More Reform UK transactions worth millions reported to National Crime Agency
Exclusive: Bankers have raised potential money-laundering concerns over loans and donations involving senior party figures
The Guardian understands finance industry figures have raised at least four SARs relating to concerns about transactions involving senior figures in Reform:
One relates to a £1m donation made to Britain Means Business, a fundraising organisation for Reform UK, before the last general election. Half of the £1m was then transferred by Tice, as director of the company, to Reform UK. Renamed from Leave Means Leave, Britain Means Business is a company that is used to help fund Reform. The £1m seemingly came from the aristocrat and Reform UK donor Fiona Cottrell. In this instance, the Guardian understands bank staff were not satisfied that the funds had ultimately come from her. The NCA has sought help from a foreign partner agency to trace the original source of the funds.

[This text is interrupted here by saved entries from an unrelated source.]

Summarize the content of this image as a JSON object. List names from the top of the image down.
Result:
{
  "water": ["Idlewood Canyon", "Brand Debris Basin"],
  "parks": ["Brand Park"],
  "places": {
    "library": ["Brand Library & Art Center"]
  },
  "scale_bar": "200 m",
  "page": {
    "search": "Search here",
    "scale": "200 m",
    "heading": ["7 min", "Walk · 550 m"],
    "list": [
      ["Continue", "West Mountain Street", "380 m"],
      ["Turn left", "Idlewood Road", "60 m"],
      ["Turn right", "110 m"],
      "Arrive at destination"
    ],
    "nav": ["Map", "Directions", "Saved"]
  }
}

Two other SARs relate to a loan from George Cottrell to Tice. The loan was made shortly before Tice finalised a property purchase and made a party donation, and was not repaid until after those two transactions were completed, according to sources. George Cottrell is the son of Fiona Cottrell, and is a convicted fraudster, former deputy treasurer of Ukip and close associate of Farage.
A fourth relates to the £5m gift from the Thailand-based businessman Christopher Harborne to Farage, which was first revealed by the Guardian in April.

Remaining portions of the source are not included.